Folio bifolium, (13¾ x 8 7/8 in.). Page 1 with 2-line heading in large roman and italic type, text printed two columns to the page, Smith's imprint on page 4. WITH THE ORIGINAL DECKLE EDGES OF THE SHEET PRESERVED (Slight separation along central fold, neat and very discreet mends to a few small marginal tears, otherwise in excellent, almost mint condition).

"WE THE PEOPLE...": A UNIQUE, VERY EARLY PHILADELPHIA PRINTING OF THE PROPOSED CONSTITUTION

A unique early printing of the Constitution, done in the city where the Convention held its historic meetings. It includes the text of all seven articles, the names and states of all those delegates who signed the completed document, the Convention's resolution recommending that the draft be submitted for ratification by the states and a formal letter from Washington to the President of the Continental Congress persuasively endorsing the Constitution, stating that it may "promote the lasting welfare of that country, so dear to us all, and secure her freedom and happiness." This latter is signed in type by George Washington as President of the Constitutional Convention. The large-format, small type edition is not traceable in Evans, Shipton & Mooney, Bristol, NAIP, or any of the standard bibliographical sources.

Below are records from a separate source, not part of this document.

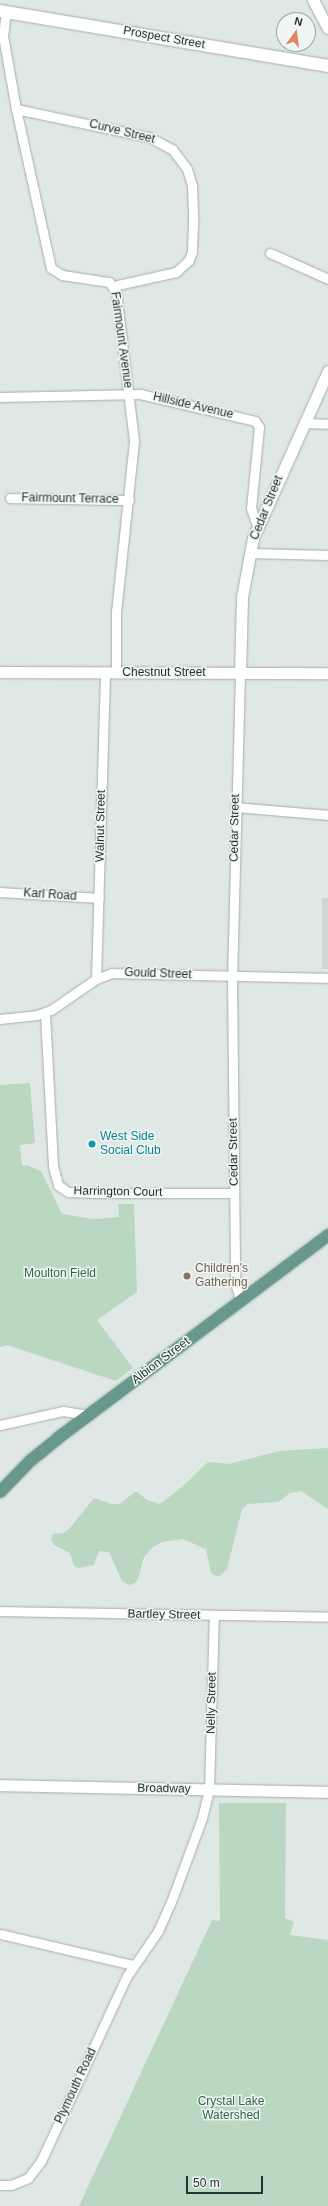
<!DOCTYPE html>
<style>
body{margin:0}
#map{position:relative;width:328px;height:2206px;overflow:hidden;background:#dfe8e4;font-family:Arial,sans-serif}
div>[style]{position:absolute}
.built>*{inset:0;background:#cdd7d3}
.green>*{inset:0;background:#bad7c2}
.roads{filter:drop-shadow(0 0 1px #a3afab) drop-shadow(0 0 1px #a3afab)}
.minor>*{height:9px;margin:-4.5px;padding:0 4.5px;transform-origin:4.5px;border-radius:4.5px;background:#fff}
.tertiary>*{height:11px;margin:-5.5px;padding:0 5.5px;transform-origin:5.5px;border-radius:5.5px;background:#fff}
.secondary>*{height:12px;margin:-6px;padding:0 6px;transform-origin:6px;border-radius:6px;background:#fff}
.primary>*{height:12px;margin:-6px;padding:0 6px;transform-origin:6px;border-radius:6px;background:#68988d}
.dots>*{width:11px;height:11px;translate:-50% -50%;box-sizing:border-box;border:2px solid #eef5f2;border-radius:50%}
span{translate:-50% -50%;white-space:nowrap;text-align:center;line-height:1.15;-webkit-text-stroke:3px #eef5f2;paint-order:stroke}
.street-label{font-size:12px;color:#223631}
.culture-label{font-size:12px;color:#0d838f}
.left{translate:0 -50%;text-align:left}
.education-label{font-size:12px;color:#785e54}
.park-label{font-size:12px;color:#316747}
.north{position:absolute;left:276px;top:12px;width:40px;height:40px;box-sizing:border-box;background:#eef5f2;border:1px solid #9ca9a5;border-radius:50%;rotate:14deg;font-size:11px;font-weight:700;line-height:16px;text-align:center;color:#223631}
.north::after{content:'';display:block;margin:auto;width:14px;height:18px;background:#e08664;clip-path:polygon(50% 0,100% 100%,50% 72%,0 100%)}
.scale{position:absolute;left:186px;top:2176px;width:77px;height:18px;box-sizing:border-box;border:2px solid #223631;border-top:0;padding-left:5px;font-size:12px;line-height:14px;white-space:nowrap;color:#223631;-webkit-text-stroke:3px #eef5f2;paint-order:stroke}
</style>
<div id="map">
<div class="built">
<div style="clip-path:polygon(322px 898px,328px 898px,328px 969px,322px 969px)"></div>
</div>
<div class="green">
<div style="clip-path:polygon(30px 1083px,35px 1143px,20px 1145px,22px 1166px,27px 1165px,41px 1171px,62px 1214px,93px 1219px,119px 1217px,118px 1204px,134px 1204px,137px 1292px,97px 1320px,133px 1368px,116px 1381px,7px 1345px,0 1347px,0 1085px)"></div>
<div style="clip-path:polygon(328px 1448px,328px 1509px,301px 1491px,290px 1493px,278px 1502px,248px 1504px,242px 1509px,227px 1569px,220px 1576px,213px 1575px,211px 1572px,206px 1549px,183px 1539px,162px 1542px,153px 1547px,144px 1557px,138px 1579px,135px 1583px,129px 1585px,122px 1581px,109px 1552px,99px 1551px,94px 1565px,79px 1568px,74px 1566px,70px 1553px,54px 1545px,51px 1539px,53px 1534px,63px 1533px,69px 1529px,94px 1498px,112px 1504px,120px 1504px,136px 1491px,147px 1500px,160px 1504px,182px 1487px,208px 1462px,229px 1464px,279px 1451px)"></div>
<div style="clip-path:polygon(219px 1803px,286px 1803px,285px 1918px,294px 1922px,290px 1935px,328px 1940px,328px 2206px,79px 2206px,212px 1920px,220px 1921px)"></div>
</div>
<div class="roads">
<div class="minor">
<div style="left:6px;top:12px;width:24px;rotate:97deg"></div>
<div style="left:3px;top:36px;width:74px;rotate:79.9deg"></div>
<div style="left:16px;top:109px;width:163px;rotate:77.6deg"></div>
<div style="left:51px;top:268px;width:13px;rotate:32deg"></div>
<div style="left:62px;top:275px;width:48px;rotate:8.5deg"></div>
<div style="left:109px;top:282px;width:12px;rotate:55deg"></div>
<div style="left:116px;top:292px;width:150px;rotate:83.1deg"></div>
<div style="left:134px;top:441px;width:171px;rotate:96deg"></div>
<div style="left:116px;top:611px;width:62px;rotate:90deg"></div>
<div style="left:16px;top:109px;width:136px;rotate:11.9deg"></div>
<div style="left:149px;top:137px;width:26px;rotate:28deg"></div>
<div style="left:172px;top:149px;width:25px;rotate:53deg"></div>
<div style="left:187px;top:169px;width:17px;rotate:73deg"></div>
<div style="left:192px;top:185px;width:37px;rotate:88deg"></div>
<div style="left:193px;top:222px;width:30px;rotate:92deg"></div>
<div style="left:192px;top:252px;width:9px;rotate:111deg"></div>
<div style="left:189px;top:260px;width:18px;rotate:137deg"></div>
<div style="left:176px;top:272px;width:65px;rotate:167.5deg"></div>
<div style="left:270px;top:253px;width:64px;rotate:24.1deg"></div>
<div style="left:0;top:397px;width:140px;rotate:-1.2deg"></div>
<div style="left:140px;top:394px;width:118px;rotate:13.2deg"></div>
<div style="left:255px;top:421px;width:7px;rotate:56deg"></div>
<div style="left:259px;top:427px;width:81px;rotate:95.6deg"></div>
<div style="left:251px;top:508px;width:18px;rotate:71deg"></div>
<div style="left:304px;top:423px;width:24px;rotate:2deg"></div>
<div style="left:10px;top:498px;width:119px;rotate:1deg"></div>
<div style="left:249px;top:553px;width:79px;rotate:1.5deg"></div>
<div style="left:240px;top:674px;width:303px;rotate:91.5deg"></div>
<div style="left:232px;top:977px;width:306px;rotate:89.4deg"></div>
<div style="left:235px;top:1283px;width:19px;rotate:72deg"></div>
<div style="left:235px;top:807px;width:93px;rotate:4.9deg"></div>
<div style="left:0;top:892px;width:99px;rotate:3.5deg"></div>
<div style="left:96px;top:979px;width:306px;rotate:-88.3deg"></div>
<div style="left:45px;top:1013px;width:153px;rotate:87deg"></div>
<div style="left:53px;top:1166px;width:20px;rotate:75deg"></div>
<div style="left:58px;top:1185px;width:12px;rotate:35deg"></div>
<div style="left:68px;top:1192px;width:24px;rotate:2deg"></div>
<div style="left:92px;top:1193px;width:142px"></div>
<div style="left:0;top:1019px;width:37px;rotate:-6deg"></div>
<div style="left:37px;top:1015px;width:15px;rotate:-20deg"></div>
<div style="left:51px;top:1010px;width:55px;rotate:-34.6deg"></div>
<div style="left:96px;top:979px;width:17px;rotate:-21deg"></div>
<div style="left:112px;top:973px;width:216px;rotate:1.3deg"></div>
<div style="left:0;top:1425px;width:65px;rotate:-12.5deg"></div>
<div style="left:63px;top:1411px;width:25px;rotate:9deg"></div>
<div style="left:0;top:1611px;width:328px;rotate:1deg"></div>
<div style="left:0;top:1934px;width:137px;rotate:13.1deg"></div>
<div style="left:0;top:2185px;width:11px"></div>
<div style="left:11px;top:2185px;width:18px;rotate:-22deg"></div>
<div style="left:28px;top:2178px;width:21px;rotate:-53deg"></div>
<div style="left:41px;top:2161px;width:204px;rotate:-65.1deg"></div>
<div style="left:127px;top:1976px;width:55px;rotate:-55.4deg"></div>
<div style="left:158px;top:1931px;width:32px;rotate:-66deg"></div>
<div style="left:171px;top:1902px;width:90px;rotate:-69.7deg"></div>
<div style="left:202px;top:1818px;width:29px;rotate:-76deg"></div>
<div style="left:209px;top:1790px;width:174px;rotate:-88.4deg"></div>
</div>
<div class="tertiary">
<div style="left:313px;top:0;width:32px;rotate:62deg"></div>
<div style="left:0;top:672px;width:328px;rotate:0.2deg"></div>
<div style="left:240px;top:674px;width:77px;rotate:-88.5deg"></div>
<div style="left:242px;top:597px;width:60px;rotate:-79.4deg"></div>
<div style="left:253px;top:538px;width:183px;rotate:-65.8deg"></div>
<div style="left:0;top:1785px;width:328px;rotate:1.2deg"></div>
</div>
<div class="secondary">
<div style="left:0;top:11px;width:333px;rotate:9.5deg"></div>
</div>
<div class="primary">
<div style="left:0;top:1492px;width:43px;rotate:-45.9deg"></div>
<div style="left:30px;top:1461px;width:36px;rotate:-39deg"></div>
<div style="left:58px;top:1438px;width:338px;rotate:-36.9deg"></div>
</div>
</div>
<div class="dots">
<div style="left:92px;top:1144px;background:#0f9aa8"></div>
<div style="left:187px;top:1276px;background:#8d6e63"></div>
</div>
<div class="street-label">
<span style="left:164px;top:38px;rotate:10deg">Prospect Street</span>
<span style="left:122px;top:132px;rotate:14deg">Curve Street</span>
<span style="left:121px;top:340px;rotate:82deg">Fairmount Avenue</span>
<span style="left:193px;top:406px;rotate:13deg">Hillside Avenue</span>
<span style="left:70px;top:499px;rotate:1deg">Fairmount Terrace</span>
<span style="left:267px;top:508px;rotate:-68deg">Cedar Street</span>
<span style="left:164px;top:673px">Chestnut Street</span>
<span style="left:101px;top:826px;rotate:-89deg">Walnut Street</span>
<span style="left:235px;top:828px;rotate:-89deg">Cedar Street</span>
<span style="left:50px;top:895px;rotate:4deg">Karl Road</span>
<span style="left:158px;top:974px;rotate:2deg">Gould Street</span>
<span style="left:234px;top:1152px;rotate:-91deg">Cedar Street</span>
<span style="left:118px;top:1192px;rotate:1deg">Harrington Court</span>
<span style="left:161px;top:1361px;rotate:-37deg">Albion Street</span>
<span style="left:164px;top:1615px;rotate:1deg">Bartley Street</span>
<span style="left:212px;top:1703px;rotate:-89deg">Nelly Street</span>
<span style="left:164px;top:1789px;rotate:1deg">Broadway</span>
<span style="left:76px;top:2086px;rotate:-65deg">Plymouth Road</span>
</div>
<div class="culture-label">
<span class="left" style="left:100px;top:1144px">West Side<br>Social Club</span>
</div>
<div class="education-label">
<span class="left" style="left:195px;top:1276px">Children's<br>Gathering</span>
</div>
<div class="park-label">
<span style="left:60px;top:1274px">Moulton Field</span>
<span style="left:231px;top:2109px">Crystal Lake<br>Watershed</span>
</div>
<div class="north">N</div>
<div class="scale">50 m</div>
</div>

The printer, Robert Smith Jr., established himself in Philadelphia in 1783 (see Brown and Brown, A Directory of the Book-Arts and Book Trade in Philadelphia to 1820, p.111). In February 1787, Smith launched the tri-weekly Evening Chronicle, which became a semi-weekly with the issue of 7 August (Brigham, 2:904). According to Brigham, Smith took on a partner, James Prange, and from November 1, the firm operated as Robert Smith and James Prange. This effectively narrows the possible date of the present edition to between 17 September and 1 November 1787. But it is a virtual certainty that Smith's edition was issued very close to 17 September. Logically, Smith would have gone to press with the historic document as soon as the new plan was available to be set in type. Even a week later, the new plan would have been cold, essentially unsaleable news to Philadelphians.

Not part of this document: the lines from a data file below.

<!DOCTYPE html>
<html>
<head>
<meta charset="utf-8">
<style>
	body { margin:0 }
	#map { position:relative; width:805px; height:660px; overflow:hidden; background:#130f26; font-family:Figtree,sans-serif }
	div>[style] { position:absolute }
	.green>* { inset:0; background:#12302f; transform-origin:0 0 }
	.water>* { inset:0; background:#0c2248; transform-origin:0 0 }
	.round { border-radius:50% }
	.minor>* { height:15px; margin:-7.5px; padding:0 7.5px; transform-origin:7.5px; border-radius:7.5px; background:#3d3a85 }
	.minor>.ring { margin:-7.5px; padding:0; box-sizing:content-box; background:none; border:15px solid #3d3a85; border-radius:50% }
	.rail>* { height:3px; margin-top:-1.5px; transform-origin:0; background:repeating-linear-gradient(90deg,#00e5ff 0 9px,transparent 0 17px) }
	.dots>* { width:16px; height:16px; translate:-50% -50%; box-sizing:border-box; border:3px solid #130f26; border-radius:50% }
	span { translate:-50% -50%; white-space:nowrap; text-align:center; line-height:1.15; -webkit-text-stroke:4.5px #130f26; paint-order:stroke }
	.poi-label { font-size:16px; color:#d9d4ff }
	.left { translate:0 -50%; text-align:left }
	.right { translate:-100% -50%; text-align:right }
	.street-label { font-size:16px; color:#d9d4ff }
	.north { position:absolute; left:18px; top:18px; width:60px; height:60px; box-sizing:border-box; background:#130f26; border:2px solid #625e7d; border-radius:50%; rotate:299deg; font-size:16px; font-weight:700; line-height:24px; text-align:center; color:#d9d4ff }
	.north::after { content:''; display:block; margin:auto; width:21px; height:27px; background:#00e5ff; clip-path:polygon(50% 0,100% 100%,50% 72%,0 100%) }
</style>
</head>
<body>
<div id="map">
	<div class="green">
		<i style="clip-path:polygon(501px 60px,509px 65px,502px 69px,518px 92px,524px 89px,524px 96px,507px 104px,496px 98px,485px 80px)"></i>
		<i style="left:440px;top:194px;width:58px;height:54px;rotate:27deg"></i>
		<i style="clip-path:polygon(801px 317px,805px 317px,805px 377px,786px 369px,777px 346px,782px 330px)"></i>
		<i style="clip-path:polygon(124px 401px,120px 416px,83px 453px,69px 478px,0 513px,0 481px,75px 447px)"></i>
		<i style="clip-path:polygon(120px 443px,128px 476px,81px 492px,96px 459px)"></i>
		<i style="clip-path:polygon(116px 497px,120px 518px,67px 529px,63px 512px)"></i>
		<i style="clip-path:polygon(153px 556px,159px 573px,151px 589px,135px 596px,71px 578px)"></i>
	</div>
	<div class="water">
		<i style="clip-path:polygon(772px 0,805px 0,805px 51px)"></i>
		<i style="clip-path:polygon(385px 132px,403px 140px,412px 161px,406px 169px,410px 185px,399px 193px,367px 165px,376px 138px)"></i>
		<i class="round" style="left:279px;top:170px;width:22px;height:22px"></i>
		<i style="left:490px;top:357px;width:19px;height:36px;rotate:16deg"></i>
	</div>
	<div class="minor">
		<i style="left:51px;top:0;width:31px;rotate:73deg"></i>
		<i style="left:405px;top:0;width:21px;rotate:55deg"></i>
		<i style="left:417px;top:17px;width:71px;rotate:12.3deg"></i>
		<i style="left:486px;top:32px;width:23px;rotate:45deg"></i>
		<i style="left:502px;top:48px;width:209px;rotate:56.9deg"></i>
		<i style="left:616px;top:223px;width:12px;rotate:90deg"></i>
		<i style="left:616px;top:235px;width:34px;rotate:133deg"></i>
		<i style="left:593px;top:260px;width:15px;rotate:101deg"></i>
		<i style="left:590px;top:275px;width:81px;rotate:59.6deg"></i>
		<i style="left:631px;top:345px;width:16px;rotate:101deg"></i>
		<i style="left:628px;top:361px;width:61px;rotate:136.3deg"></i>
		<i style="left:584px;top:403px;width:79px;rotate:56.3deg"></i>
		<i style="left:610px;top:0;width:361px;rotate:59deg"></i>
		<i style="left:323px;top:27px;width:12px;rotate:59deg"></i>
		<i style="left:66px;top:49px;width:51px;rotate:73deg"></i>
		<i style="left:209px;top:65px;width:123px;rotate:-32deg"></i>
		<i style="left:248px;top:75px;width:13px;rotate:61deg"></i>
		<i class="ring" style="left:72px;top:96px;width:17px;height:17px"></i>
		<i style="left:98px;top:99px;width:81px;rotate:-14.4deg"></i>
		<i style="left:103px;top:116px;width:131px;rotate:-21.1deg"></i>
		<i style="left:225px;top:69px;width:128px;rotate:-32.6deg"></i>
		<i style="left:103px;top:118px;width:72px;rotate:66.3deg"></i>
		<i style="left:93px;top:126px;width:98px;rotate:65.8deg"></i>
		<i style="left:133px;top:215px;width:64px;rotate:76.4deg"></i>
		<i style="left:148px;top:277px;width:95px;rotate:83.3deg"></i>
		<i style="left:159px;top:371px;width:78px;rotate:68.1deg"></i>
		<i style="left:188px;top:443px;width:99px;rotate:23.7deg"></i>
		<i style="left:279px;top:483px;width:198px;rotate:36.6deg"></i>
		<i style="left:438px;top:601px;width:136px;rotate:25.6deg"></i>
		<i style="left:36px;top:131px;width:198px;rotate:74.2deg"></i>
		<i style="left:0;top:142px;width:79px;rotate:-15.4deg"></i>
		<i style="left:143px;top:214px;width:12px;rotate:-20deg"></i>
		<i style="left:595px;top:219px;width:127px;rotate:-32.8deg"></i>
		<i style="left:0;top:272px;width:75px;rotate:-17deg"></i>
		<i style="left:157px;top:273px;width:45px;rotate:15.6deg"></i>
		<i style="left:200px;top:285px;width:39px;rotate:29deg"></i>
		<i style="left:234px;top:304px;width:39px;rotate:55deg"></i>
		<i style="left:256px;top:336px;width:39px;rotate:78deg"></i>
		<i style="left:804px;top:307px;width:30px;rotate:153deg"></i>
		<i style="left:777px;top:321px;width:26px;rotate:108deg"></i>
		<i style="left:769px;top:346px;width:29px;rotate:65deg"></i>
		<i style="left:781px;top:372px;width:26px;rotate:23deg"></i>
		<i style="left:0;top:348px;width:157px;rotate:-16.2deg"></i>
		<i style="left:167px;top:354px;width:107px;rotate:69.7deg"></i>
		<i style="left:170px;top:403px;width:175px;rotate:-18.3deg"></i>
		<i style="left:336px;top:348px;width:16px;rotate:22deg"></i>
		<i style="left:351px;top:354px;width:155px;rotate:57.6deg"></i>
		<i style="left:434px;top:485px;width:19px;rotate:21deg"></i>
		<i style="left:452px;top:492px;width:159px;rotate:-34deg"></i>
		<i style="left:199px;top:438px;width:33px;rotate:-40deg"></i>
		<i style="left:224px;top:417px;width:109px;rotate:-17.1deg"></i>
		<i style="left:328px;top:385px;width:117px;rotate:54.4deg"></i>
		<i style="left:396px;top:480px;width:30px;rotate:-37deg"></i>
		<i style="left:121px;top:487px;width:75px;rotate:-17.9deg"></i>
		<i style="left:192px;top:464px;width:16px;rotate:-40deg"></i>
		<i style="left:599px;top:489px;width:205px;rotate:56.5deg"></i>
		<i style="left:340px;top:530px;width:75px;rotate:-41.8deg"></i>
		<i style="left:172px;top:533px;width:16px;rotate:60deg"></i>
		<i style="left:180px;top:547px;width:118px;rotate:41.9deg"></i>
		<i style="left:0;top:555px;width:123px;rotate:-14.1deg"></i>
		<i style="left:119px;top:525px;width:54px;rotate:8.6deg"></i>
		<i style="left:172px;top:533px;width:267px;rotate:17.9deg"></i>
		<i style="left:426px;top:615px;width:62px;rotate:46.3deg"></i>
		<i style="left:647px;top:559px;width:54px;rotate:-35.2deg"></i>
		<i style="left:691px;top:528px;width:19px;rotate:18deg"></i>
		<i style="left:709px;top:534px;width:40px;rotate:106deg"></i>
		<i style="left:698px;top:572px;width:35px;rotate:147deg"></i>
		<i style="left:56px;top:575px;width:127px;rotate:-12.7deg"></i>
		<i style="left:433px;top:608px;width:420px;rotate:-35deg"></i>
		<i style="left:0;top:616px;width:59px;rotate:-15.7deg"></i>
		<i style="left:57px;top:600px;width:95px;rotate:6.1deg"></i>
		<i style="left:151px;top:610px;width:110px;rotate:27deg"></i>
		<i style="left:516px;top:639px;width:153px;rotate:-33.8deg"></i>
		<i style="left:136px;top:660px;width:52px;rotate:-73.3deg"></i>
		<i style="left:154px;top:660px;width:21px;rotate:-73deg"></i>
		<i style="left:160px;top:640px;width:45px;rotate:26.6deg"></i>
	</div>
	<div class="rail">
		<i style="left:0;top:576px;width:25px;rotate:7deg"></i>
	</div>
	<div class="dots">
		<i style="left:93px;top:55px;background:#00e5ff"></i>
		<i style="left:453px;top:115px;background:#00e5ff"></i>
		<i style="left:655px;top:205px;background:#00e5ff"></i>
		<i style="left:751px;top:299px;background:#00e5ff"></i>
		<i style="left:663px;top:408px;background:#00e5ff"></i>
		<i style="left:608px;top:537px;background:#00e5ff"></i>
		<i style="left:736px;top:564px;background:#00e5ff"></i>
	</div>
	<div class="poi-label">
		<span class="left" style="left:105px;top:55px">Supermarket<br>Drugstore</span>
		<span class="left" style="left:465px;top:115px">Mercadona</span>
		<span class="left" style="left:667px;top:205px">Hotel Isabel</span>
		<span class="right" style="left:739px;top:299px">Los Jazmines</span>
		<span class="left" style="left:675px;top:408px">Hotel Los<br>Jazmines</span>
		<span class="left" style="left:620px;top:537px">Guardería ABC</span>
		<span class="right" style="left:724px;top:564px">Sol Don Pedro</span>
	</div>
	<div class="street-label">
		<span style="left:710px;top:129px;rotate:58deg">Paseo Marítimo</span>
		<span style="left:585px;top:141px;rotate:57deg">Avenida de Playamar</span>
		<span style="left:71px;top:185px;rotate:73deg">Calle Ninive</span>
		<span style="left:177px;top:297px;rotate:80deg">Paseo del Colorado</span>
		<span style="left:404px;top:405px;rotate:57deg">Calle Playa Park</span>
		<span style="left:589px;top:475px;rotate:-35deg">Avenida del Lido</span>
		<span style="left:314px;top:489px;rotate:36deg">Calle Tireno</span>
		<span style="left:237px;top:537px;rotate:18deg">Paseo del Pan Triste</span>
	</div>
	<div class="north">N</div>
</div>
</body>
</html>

The official printers to the Convention, Dunlap and Claypoole, working in the late afternoon and early evening of the 17th, set the text, together with the accompanying resolution and Washington's letter to Congress, then printed an unknown number of official copies (Evans 20818, 9 copies recorded, 1 in private ownership). The printers were bound by an oath of secrecy to the Convention, but this became moot with the public reading of the document before the Pennsylvania General Assembly on the morning of the 18th. Two days later, partly from the same standing type, Dunlap and Claypoole issued the regular issue of their weekly Pennsylvania Packet containing the text.

But it is quite conceivable, as Leonard Rapport points out, that since Smith's struggling Evening Chronicle was regularly published on Tuesdays and Saturdays, "there was time for the printer of the Chronicle to have obtained and reprinted a copy by Tuesday evening" (the 18th) either as an issue of the paper or as a special. In fact, judging by the evidence of hasty type-setting and poor imposition in this edition, Smith may well have beaten the five other Philadelphia newspapers, all of whom who issued their printings of the Constitution on 19 September 1787, their usual day of publication. Smith, who had previously worked for Dunlap & Claypoole, may have "scooped" the more established firms by obtaining a copy of the plan and attached documents immediately after Dunlap and Claypoole printed the official edition for transmission. If it appeared on the 17th or 18th, Smith, with this handbill, may have trumped all five major Philadelphia newspapers.

No copy of the 18 September issue of Smith's Evening Chronicle is extant, so its relationship to this hastily printed handbill cannot yet be determined. Despite Rapport's pioneering work, the priority of the various Philadelphia printings remains, for the present, imperfectly understood (Leonard Rapport, "Printing the Constitution," in Prologue: The Journal of the National Archives, v.2, no.2, pp.69-90).

The first Philadelphia editions, of course, were only the beginning. The rapidity with which the text was disseminated throughout the nation may be graphically seen in the separate imprints listed in Evans and later bibliographies. "Printers all over America...followed on during the next two weeks, several of them publishing special editions to inform, comfort or shock their readers. Delegates sent off copies in every direction...and by early November it was a lonely or uncaring American, whether a merchant in Paris or a trapper in the Kickapoo country, who had not read the proposed Constitution" (C. Rossiter, 1787: The Grand Convention, pp.257-258). All of the first printings of the Constitution are rare, but this handbill is unique and, until 1996, was completely unrecorded. Ten years after its discovery, it remains the sole known copy.